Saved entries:
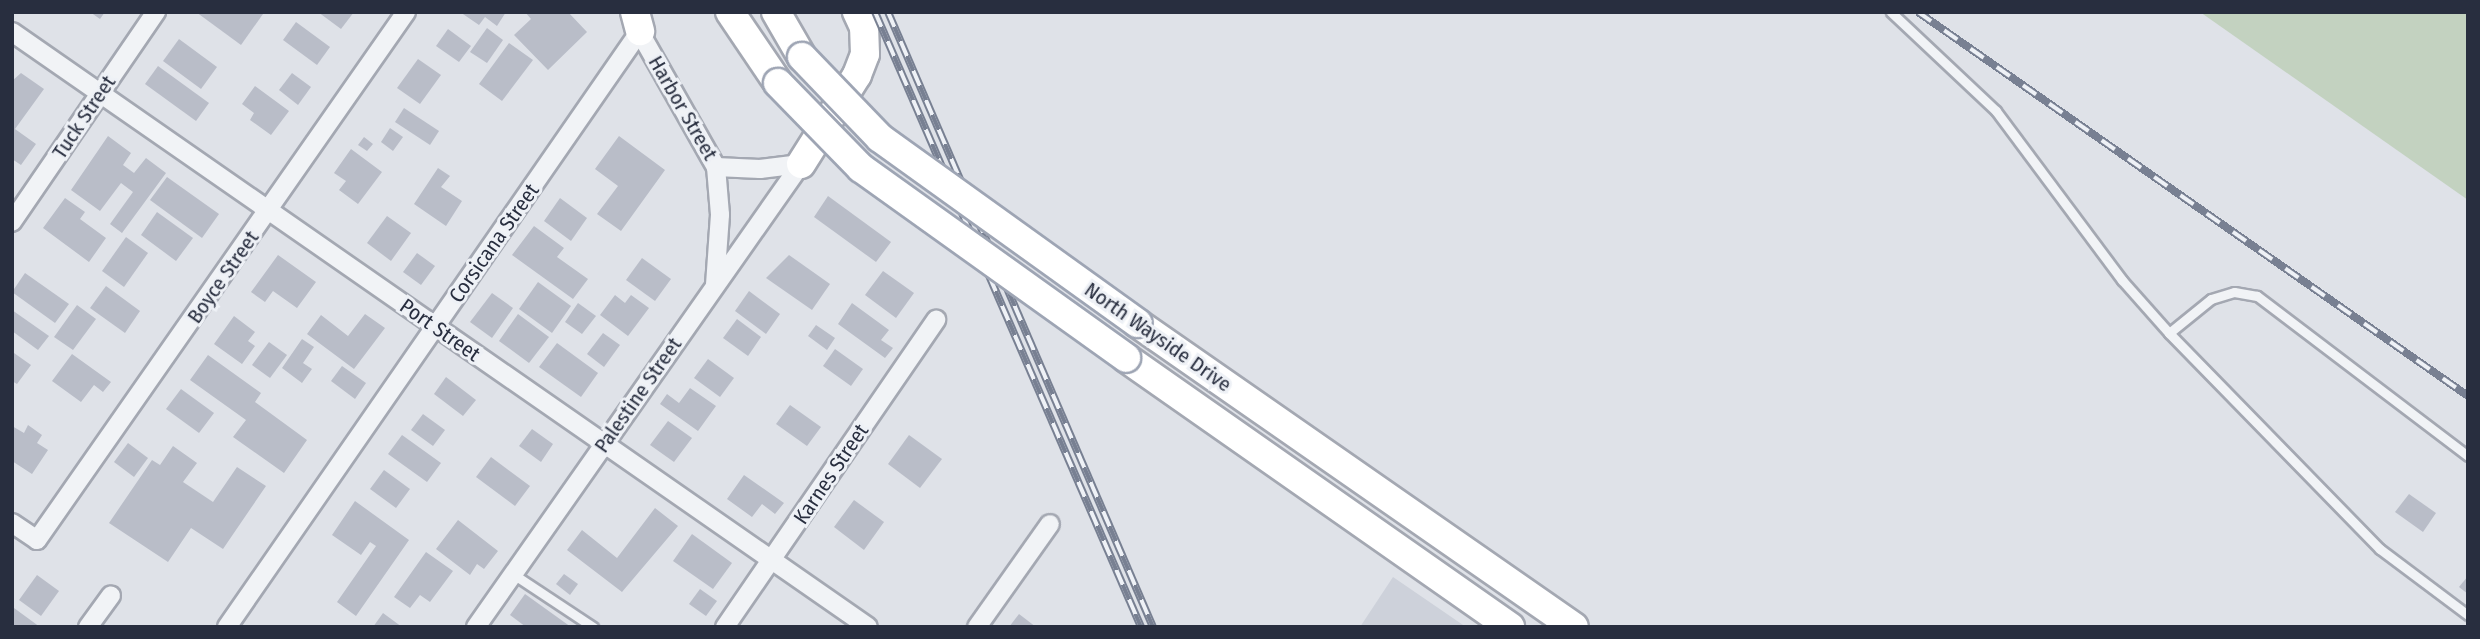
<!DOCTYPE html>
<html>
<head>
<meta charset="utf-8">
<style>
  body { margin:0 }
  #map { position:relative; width:2480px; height:639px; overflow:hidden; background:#dfe2e8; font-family:"Fira Sans Condensed",sans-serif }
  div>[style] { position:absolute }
  .built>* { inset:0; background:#cdd1da }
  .green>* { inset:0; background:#c3d2c0 }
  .building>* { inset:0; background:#b9bdc8 }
  .roads { filter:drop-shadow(2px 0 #a4a8b2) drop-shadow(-2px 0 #a4a8b2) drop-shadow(0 2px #a4a8b2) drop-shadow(0 -2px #a4a8b2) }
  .lane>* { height:9px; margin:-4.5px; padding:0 4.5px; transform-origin:4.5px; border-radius:4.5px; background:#f1f3f6 }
  .street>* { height:18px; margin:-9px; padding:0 9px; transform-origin:9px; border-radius:9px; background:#f1f3f6 }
  .primary>* { height:28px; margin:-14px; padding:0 14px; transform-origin:14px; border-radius:14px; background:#fff }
  .rail>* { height:8px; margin-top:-4px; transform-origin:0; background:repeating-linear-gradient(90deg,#eef1f6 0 16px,#788092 0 32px); box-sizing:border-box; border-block:2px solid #788092 }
  .bridges { filter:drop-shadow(2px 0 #9ea5b4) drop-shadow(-2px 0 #9ea5b4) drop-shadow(0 2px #9ea5b4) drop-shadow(0 -2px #9ea5b4) }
  .primary-bridge>* { height:28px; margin:-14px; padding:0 14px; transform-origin:14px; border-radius:14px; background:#fff }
  span { translate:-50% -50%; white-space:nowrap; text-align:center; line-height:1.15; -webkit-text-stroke:6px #eef1f6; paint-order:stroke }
  .street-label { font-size:21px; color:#282e3f }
  .frame { position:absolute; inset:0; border:14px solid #282e3f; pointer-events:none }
</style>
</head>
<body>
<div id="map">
  <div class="built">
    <div style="clip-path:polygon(1393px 577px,1466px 627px,1360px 627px)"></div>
  </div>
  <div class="green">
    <div style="clip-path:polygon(2200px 12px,2468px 12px,2468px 200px)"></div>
  </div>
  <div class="building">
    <div style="clip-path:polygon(90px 12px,105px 12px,100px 19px)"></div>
    <div style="clip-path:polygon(196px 12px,261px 12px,263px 14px,241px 45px)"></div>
    <div style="clip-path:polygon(318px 12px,354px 12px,341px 29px)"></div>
    <div style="clip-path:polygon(460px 12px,506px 12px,497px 26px,485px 17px,479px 25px)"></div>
    <div style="clip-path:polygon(525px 12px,568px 12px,587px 32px,548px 70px,514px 35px,531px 19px)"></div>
    <div style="clip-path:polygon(296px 22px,330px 47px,317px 65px,283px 40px)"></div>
    <div style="clip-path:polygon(487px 28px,503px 40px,487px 63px,470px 52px)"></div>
    <div style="clip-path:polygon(448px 29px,471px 46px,459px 62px,436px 46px)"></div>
    <div style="clip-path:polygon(179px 39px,217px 67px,201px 89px,163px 61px)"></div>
    <div style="clip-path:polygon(509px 43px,533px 60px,502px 101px,479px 84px)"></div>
    <div style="clip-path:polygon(418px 59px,441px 75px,420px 104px,397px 88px)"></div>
    <div style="clip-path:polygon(158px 66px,209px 103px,196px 121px,145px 84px)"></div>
    <div style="clip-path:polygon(21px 73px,44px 89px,15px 129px,36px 144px,21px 165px,12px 159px,12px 81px)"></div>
    <div style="clip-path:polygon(292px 73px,311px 87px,298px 105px,279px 90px)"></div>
    <div style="clip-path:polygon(255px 86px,289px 111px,271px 135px,250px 120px,254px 113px,242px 104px)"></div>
    <div style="clip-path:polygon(404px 108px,439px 131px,430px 145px,395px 122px)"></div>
    <div style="clip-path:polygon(390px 128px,403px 137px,393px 151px,381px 142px)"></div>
    <div style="clip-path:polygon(108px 136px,131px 153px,123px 165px,134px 173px,146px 158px,166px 173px,122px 233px,110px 224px,133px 192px,121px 183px,100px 211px,71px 190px)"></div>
    <div style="clip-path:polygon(619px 136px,665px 170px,621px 231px,597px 214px,618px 186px,595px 169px)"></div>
    <div style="clip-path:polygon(364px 137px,373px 144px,367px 151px,358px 145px)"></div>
    <div style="clip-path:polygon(351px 149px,382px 172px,358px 204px,339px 190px,346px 181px,334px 173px)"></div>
    <div style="clip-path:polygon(438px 168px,450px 176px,441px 187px,462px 201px,446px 226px,414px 204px)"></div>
    <div style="clip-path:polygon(167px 177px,219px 214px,202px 238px,150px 200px)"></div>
    <div style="clip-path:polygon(828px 196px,891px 242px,876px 262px,814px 217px)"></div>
    <div style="clip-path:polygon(65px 198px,85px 212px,80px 219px,106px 238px,89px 262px,43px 228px)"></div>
    <div style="clip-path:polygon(560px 198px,587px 218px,571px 241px,544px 221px)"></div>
    <div style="clip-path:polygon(157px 212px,193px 238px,176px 261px,141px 235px)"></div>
    <div style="clip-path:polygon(387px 216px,411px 233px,391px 261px,367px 243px)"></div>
    <div style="clip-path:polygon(534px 226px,564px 248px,557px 257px,588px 279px,573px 299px,512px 255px)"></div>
    <div style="clip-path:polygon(126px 237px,148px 253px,124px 287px,102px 271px)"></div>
    <div style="clip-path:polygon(417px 253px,435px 266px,421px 285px,403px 272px)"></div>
    <div style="clip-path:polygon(278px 255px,316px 282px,297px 308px,273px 291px,265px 302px,251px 292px)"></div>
    <div style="clip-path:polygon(789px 255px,830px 284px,812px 310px,766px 278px)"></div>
    <div style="clip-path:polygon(642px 258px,671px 279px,655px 301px,626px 280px)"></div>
    <div style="clip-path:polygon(883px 271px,914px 293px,896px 318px,865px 295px)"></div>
    <div style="clip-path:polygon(25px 273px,69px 304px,55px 323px,12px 292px)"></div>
    <div style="clip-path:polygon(538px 282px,571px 306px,552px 333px,519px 309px)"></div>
    <div style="clip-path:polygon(106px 286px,140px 311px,125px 333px,90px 308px)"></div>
    <div style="clip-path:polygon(749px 291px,780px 314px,766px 334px,735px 311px)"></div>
    <div style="clip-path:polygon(492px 293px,513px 308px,492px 338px,470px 322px)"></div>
    <div style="clip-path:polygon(615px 295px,625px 303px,631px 295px,649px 308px,628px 336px,600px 315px)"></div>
    <div style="clip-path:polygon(578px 303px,596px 316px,582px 334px,565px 322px)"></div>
    <div style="clip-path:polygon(852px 303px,889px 330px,881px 340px,893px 348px,885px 358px,838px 324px)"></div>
    <div style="clip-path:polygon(77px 305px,96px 319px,73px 350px,54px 337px)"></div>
    <div style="clip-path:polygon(12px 310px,49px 336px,38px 350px,12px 331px)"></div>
    <div style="clip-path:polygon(365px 314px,385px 328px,354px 369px,307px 334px,321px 315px,348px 336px)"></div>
    <div style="clip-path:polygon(518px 314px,549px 337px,529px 363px,499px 341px)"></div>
    <div style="clip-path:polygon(234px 316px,255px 332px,248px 341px,255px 346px,242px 364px,214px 344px)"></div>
    <div style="clip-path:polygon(737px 319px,761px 337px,748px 356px,723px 338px)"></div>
    <div style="clip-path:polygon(816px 325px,835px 338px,827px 350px,808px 336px)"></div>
    <div style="clip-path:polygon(603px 333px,620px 345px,604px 367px,587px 354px)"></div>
    <div style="clip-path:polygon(302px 339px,314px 347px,303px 363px,312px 369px,302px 383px,282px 368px)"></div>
    <div style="clip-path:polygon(269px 342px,287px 355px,270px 378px,252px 365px)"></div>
    <div style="clip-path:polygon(557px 343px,598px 373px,581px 397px,539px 367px)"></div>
    <div style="clip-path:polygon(835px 349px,863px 369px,851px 386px,823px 366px)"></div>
    <div style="clip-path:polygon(14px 353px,31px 365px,17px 384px,12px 381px)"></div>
    <div style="clip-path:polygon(72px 354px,111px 382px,103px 392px,94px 385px,81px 402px,52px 381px)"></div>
    <div style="clip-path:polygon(208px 355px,261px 393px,255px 402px,307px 440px,284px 473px,233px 437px,246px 420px,190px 380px)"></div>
    <div style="clip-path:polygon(708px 359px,734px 378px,720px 397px,694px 378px)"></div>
    <div style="clip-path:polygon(342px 366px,366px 383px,355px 399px,331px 381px)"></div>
    <div style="clip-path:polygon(446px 377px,476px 400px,463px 416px,434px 394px)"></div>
    <div style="clip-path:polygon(690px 388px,716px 406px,698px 431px,660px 404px,667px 394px,679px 403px)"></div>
    <div style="clip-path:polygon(181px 389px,214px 413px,199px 433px,166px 409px)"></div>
    <div style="clip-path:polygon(790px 405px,821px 427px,807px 446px,776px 424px)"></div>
    <div style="clip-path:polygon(423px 414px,445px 430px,433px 446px,411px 430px)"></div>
    <div style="clip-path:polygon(668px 421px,692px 438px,674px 462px,650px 445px)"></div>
    <div style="clip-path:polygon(28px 425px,42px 435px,37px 443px,48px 450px,32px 474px,12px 461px,12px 426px,24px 433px)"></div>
    <div style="clip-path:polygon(532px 429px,553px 444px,541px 462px,519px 446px)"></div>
    <div style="clip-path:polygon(402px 435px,441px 463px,427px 482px,388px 454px)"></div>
    <div style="clip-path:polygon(909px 435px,942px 459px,920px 488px,888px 464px)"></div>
    <div style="clip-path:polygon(128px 443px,148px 458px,134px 477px,114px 462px)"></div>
    <div style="clip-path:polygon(173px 446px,197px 463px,183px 482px,213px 502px,237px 467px,266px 486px,223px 549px,191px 528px,168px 562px,109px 523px,152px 460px,160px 465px)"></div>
    <div style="clip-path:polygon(491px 457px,530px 486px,515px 506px,476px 477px)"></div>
    <div style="clip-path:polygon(384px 470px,410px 489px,396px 508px,370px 489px)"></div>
    <div style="clip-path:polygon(744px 475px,784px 503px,775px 514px,762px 504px,752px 517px,727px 499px)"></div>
    <div style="clip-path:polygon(2409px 494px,2436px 513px,2423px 532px,2395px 512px)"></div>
    <div style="clip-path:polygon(854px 500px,884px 522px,864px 550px,834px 527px)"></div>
    <div style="clip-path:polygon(355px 501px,409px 540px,356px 616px,337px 602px,376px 546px,370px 542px,361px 555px,332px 535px)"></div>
    <div style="clip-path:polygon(655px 508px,678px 526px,622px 592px,567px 550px,582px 530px,617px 558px)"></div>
    <div style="clip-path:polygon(458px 520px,498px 551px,484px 569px,477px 564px,470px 575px,436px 549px)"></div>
    <div style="clip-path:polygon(692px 534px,732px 563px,713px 589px,673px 561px)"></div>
    <div style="clip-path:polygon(426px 552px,453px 571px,430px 602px,420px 595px,410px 608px,394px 597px)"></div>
    <div style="clip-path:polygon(564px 574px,578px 584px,570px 595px,556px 584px)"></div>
    <div style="clip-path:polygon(37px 575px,59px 591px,41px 616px,19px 600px)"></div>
    <div style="clip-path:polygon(2468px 576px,2468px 594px,2459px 587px)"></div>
    <div style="clip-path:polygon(700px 589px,717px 601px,706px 616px,689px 604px)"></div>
    <div style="clip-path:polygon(525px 594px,571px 627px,526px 627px,510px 615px)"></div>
    <div style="clip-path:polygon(14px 608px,40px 627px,12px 627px)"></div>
    <div style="clip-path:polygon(383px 613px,402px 627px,373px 627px)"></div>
    <div style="clip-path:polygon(1019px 614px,1036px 627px,1009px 627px)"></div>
  </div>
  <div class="roads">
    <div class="lane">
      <div style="left:1891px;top:12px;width:144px;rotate:43.3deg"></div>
      <div style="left:1996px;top:111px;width:211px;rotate:53.3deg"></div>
      <div style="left:2122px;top:280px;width:71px;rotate:48.4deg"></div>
      <div style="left:2468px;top:456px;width:265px;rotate:-142.8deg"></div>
      <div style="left:2257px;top:296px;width:23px;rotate:-170deg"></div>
      <div style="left:2234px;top:292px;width:24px;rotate:163deg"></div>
      <div style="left:2211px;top:299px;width:54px;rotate:141deg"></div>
      <div style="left:2169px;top:333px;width:302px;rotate:45.7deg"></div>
      <div style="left:2380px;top:549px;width:110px;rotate:36.9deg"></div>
      <div style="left:513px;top:574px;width:96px;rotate:33.5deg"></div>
    </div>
    <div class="street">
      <div style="left:635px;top:24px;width:164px;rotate:60.5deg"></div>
      <div style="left:716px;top:167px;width:48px;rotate:85.2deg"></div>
      <div style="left:720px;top:215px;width:70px;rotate:94.1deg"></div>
      <div style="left:12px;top:32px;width:1042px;rotate:34.8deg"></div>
      <div style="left:716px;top:167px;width:44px;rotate:2.6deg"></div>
      <div style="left:760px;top:169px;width:41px;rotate:-7deg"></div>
      <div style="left:12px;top:222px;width:255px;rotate:-55.6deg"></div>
      <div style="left:12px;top:523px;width:30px;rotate:34deg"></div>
      <div style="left:37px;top:540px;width:644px;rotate:-55.05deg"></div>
      <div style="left:88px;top:627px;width:39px;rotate:-54deg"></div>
      <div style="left:227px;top:627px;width:725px;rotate:-55.28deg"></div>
      <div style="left:476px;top:627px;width:566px;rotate:-54.93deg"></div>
      <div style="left:725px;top:627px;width:373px;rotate:-55.5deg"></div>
      <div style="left:977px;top:627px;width:126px;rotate:-54.7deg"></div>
    </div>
    <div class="primary">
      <div style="left:635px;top:12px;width:20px;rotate:75deg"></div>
      <div style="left:730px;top:12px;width:86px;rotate:55.9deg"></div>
      <div style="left:776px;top:12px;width:52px;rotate:60deg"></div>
      <div style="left:801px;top:164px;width:105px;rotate:-57.8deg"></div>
      <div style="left:857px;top:75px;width:22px;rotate:-69deg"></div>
      <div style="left:865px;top:54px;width:27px;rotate:-92deg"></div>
      <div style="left:864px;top:27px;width:17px;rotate:-115deg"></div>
      <div style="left:1137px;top:323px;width:532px;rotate:34.82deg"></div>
      <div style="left:1126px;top:358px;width:469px;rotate:35deg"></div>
    </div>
  </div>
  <div class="rail">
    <div style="left:875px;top:12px;width:670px;rotate:66.61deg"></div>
    <div style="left:888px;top:12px;width:670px;rotate:66.69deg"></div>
    <div style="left:1918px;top:12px;width:671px;rotate:34.92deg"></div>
  </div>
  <div class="bridges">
    <div class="primary-bridge">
      <div style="left:802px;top:57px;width:112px;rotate:46.1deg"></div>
      <div style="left:880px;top:138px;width:317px;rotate:35.7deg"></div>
      <div style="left:778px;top:83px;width:119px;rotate:45.7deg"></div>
      <div style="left:861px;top:168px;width:326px;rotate:35.6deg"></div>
    </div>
  </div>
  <div class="street-label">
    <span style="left:683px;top:108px;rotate:60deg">Harbor Street</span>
    <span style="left:84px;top:117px;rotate:-56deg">Tuck Street</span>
    <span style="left:494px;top:243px;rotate:-55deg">Corsicana Street</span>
    <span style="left:223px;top:277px;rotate:-55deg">Boyce Street</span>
    <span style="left:440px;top:330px;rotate:35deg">Port Street</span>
    <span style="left:1158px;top:337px;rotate:35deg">North Wayside Drive</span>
    <span style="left:638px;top:395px;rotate:-55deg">Palestine Street</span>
    <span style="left:831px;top:474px;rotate:-56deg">Karnes Street</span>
  </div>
  <div class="frame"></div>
</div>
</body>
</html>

ACTION ITEM –
Return exactly, and only, the lines above starting at the line that contains "position:relative; width:2480px; height:639px;" and ending at the line that contains "filter:drop-shadow(2px 0 #a4a8b2)".

ANSWER TO THE EXERCISE –
  #map { position:relative; width:2480px; height:639px; overflow:hidden; background:#dfe2e8; font-family:"Fira Sans Condensed",sans-serif }
  div>[style] { position:absolute }
  .built>* { inset:0; background:#cdd1da }
  .green>* { inset:0; background:#c3d2c0 }
  .building>* { inset:0; background:#b9bdc8 }
  .roads { filter:drop-shadow(2px 0 #a4a8b2) drop-shadow(-2px 0 #a4a8b2) drop-shadow(0 2px #a4a8b2) drop-shadow(0 -2px #a4a8b2) }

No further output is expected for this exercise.